*** Opening Data section ***

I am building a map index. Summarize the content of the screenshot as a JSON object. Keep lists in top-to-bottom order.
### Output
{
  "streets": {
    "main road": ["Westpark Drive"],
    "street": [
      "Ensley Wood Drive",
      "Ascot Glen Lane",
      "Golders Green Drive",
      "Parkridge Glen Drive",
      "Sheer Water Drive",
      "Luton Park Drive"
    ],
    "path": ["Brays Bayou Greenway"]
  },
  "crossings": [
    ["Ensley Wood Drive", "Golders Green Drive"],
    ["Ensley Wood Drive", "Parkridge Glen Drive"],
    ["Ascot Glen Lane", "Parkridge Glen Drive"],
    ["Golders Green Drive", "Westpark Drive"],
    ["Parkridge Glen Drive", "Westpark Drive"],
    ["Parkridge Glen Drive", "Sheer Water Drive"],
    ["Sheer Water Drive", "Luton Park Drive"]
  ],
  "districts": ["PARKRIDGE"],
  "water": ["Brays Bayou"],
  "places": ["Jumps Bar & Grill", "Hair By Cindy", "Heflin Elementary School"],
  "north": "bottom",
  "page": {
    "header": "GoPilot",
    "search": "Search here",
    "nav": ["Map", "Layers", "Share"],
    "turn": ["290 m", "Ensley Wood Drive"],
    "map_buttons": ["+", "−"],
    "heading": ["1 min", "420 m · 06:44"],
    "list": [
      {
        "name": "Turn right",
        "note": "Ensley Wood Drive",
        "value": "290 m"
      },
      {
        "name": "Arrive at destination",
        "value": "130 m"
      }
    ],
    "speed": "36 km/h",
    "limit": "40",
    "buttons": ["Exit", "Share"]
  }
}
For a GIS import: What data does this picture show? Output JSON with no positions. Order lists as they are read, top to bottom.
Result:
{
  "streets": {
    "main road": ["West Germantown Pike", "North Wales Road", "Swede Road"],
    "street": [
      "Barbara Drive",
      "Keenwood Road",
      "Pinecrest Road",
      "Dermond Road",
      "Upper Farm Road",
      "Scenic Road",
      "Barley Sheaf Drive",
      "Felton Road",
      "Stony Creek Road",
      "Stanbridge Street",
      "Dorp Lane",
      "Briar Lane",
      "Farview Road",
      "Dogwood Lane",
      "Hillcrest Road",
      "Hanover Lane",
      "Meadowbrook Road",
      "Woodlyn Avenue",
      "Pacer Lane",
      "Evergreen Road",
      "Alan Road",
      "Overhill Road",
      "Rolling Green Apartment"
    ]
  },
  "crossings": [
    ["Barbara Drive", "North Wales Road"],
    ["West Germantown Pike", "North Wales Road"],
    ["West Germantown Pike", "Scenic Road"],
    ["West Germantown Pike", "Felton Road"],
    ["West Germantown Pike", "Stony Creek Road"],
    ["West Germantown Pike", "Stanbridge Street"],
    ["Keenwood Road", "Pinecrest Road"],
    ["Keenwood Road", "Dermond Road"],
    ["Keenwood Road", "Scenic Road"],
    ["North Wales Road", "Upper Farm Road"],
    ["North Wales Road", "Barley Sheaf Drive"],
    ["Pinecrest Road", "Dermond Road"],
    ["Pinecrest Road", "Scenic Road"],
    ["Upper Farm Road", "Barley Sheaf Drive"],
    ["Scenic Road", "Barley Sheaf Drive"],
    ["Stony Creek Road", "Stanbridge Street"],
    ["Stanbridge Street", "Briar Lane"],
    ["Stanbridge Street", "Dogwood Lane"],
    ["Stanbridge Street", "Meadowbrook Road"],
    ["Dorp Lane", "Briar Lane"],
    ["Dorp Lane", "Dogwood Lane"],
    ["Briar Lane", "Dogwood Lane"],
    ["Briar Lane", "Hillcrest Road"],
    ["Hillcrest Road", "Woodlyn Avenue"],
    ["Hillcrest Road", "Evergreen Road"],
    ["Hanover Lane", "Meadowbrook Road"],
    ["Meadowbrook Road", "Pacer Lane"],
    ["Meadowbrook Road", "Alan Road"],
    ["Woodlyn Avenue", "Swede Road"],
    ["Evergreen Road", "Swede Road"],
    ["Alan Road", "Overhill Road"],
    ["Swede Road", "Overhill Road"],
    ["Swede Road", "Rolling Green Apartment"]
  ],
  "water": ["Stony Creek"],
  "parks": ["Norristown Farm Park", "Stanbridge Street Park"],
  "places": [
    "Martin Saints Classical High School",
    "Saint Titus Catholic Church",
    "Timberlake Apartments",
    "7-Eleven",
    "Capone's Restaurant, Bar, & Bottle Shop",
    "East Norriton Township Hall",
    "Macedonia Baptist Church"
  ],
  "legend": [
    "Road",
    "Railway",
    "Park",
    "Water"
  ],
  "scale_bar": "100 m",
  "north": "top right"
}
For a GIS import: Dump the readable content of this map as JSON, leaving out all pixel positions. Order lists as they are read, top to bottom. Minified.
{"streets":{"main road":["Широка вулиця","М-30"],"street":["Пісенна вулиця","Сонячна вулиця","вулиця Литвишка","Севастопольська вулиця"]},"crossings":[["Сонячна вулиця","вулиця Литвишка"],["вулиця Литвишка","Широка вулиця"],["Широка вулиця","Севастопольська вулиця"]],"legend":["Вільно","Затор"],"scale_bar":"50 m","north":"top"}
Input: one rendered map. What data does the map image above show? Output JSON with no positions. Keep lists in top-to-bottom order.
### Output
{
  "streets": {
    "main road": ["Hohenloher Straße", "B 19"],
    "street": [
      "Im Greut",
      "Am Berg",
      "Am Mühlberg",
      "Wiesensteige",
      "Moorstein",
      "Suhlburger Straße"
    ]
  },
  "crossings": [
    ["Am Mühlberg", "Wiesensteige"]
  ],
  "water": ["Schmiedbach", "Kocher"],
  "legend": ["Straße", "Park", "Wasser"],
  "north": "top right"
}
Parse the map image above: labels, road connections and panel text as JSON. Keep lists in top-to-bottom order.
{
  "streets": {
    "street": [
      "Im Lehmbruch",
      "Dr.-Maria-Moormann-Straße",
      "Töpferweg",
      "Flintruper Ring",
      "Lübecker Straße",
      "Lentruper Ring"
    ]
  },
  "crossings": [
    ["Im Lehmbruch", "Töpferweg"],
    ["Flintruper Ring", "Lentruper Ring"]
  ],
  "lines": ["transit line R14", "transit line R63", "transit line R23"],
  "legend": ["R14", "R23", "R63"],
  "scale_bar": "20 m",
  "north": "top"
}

*** Closing Data section ***

■ **How to complete this task**
Every record above must be set down again, word for word.

■ **Task solution**
I am building a map index. Summarize the content of the screenshot as a JSON object. Keep lists in top-to-bottom order.
### Output
{
  "streets": {
    "main road": ["Westpark Drive"],
    "street": [
      "Ensley Wood Drive",
      "Ascot Glen Lane",
      "Golders Green Drive",
      "Parkridge Glen Drive",
      "Sheer Water Drive",
      "Luton Park Drive"
    ],
    "path": ["Brays Bayou Greenway"]
  },
  "crossings": [
    ["Ensley Wood Drive", "Golders Green Drive"],
    ["Ensley Wood Drive", "Parkridge Glen Drive"],
    ["Ascot Glen Lane", "Parkridge Glen Drive"],
    ["Golders Green Drive", "Westpark Drive"],
    ["Parkridge Glen Drive", "Westpark Drive"],
    ["Parkridge Glen Drive", "Sheer Water Drive"],
    ["Sheer Water Drive", "Luton Park Drive"]
  ],
  "districts": ["PARKRIDGE"],
  "water": ["Brays Bayou"],
  "places": ["Jumps Bar & Grill", "Hair By Cindy", "Heflin Elementary School"],
  "north": "bottom",
  "page": {
    "header": "GoPilot",
    "search": "Search here",
    "nav": ["Map", "Layers", "Share"],
    "turn": ["290 m", "Ensley Wood Drive"],
    "map_buttons": ["+", "−"],
    "heading": ["1 min", "420 m · 06:44"],
    "list": [
      {
        "name": "Turn right",
        "note": "Ensley Wood Drive",
        "value": "290 m"
      },
      {
        "name": "Arrive at destination",
        "value": "130 m"
      }
    ],
    "speed": "36 km/h",
    "limit": "40",
    "buttons": ["Exit", "Share"]
  }
}
For a GIS import: What data does this picture show? Output JSON with no positions. Order lists as they are read, top to bottom.
Result:
{
  "streets": {
    "main road": ["West Germantown Pike", "North Wales Road", "Swede Road"],
    "street": [
      "Barbara Drive",
      "Keenwood Road",
      "Pinecrest Road",
      "Dermond Road",
      "Upper Farm Road",
      "Scenic Road",
      "Barley Sheaf Drive",
      "Felton Road",
      "Stony Creek Road",
      "Stanbridge Street",
      "Dorp Lane",
      "Briar Lane",
      "Farview Road",
      "Dogwood Lane",
      "Hillcrest Road",
      "Hanover Lane",
      "Meadowbrook Road",
      "Woodlyn Avenue",
      "Pacer Lane",
      "Evergreen Road",
      "Alan Road",
      "Overhill Road",
      "Rolling Green Apartment"
    ]
  },
  "crossings": [
    ["Barbara Drive", "North Wales Road"],
    ["West Germantown Pike", "North Wales Road"],
    ["West Germantown Pike", "Scenic Road"],
    ["West Germantown Pike", "Felton Road"],
    ["West Germantown Pike", "Stony Creek Road"],
    ["West Germantown Pike", "Stanbridge Street"],
    ["Keenwood Road", "Pinecrest Road"],
    ["Keenwood Road", "Dermond Road"],
    ["Keenwood Road", "Scenic Road"],
    ["North Wales Road", "Upper Farm Road"],
    ["North Wales Road", "Barley Sheaf Drive"],
    ["Pinecrest Road", "Dermond Road"],
    ["Pinecrest Road", "Scenic Road"],
    ["Upper Farm Road", "Barley Sheaf Drive"],
    ["Scenic Road", "Barley Sheaf Drive"],
    ["Stony Creek Road", "Stanbridge Street"],
    ["Stanbridge Street", "Briar Lane"],
    ["Stanbridge Street", "Dogwood Lane"],
    ["Stanbridge Street", "Meadowbrook Road"],
    ["Dorp Lane", "Briar Lane"],
    ["Dorp Lane", "Dogwood Lane"],
    ["Briar Lane", "Dogwood Lane"],
    ["Briar Lane", "Hillcrest Road"],
    ["Hillcrest Road", "Woodlyn Avenue"],
    ["Hillcrest Road", "Evergreen Road"],
    ["Hanover Lane", "Meadowbrook Road"],
    ["Meadowbrook Road", "Pacer Lane"],
    ["Meadowbrook Road", "Alan Road"],
    ["Woodlyn Avenue", "Swede Road"],
    ["Evergreen Road", "Swede Road"],
    ["Alan Road", "Overhill Road"],
    ["Swede Road", "Overhill Road"],
    ["Swede Road", "Rolling Green Apartment"]
  ],
  "water": ["Stony Creek"],
  "parks": ["Norristown Farm Park", "Stanbridge Street Park"],
  "places": [
    "Martin Saints Classical High School",
    "Saint Titus Catholic Church",
    "Timberlake Apartments",
    "7-Eleven",
    "Capone's Restaurant, Bar, & Bottle Shop",
    "East Norriton Township Hall",
    "Macedonia Baptist Church"
  ],
  "legend": [
    "Road",
    "Railway",
    "Park",
    "Water"
  ],
  "scale_bar": "100 m",
  "north": "top right"
}
For a GIS import: Dump the readable content of this map as JSON, leaving out all pixel positions. Order lists as they are read, top to bottom. Minified.
{"streets":{"main road":["Широка вулиця","М-30"],"street":["Пісенна вулиця","Сонячна вулиця","вулиця Литвишка","Севастопольська вулиця"]},"crossings":[["Сонячна вулиця","вулиця Литвишка"],["вулиця Литвишка","Широка вулиця"],["Широка вулиця","Севастопольська вулиця"]],"legend":["Вільно","Затор"],"scale_bar":"50 m","north":"top"}
Input: one rendered map. What data does the map image above show? Output JSON with no positions. Keep lists in top-to-bottom order.
### Output
{
  "streets": {
    "main road": ["Hohenloher Straße", "B 19"],
    "street": [
      "Im Greut",
      "Am Berg",
      "Am Mühlberg",
      "Wiesensteige",
      "Moorstein",
      "Suhlburger Straße"
    ]
  },
  "crossings": [
    ["Am Mühlberg", "Wiesensteige"]
  ],
  "water": ["Schmiedbach", "Kocher"],
  "legend": ["Straße", "Park", "Wasser"],
  "north": "top right"
}
Parse the map image above: labels, road connections and panel text as JSON. Keep lists in top-to-bottom order.
{
  "streets": {
    "street": [
      "Im Lehmbruch",
      "Dr.-Maria-Moormann-Straße",
      "Töpferweg",
      "Flintruper Ring",
      "Lübecker Straße",
      "Lentruper Ring"
    ]
  },
  "crossings": [
    ["Im Lehmbruch", "Töpferweg"],
    ["Flintruper Ring", "Lentruper Ring"]
  ],
  "lines": ["transit line R14", "transit line R63", "transit line R23"],
  "legend": ["R14", "R23", "R63"],
  "scale_bar": "20 m",
  "north": "top"
}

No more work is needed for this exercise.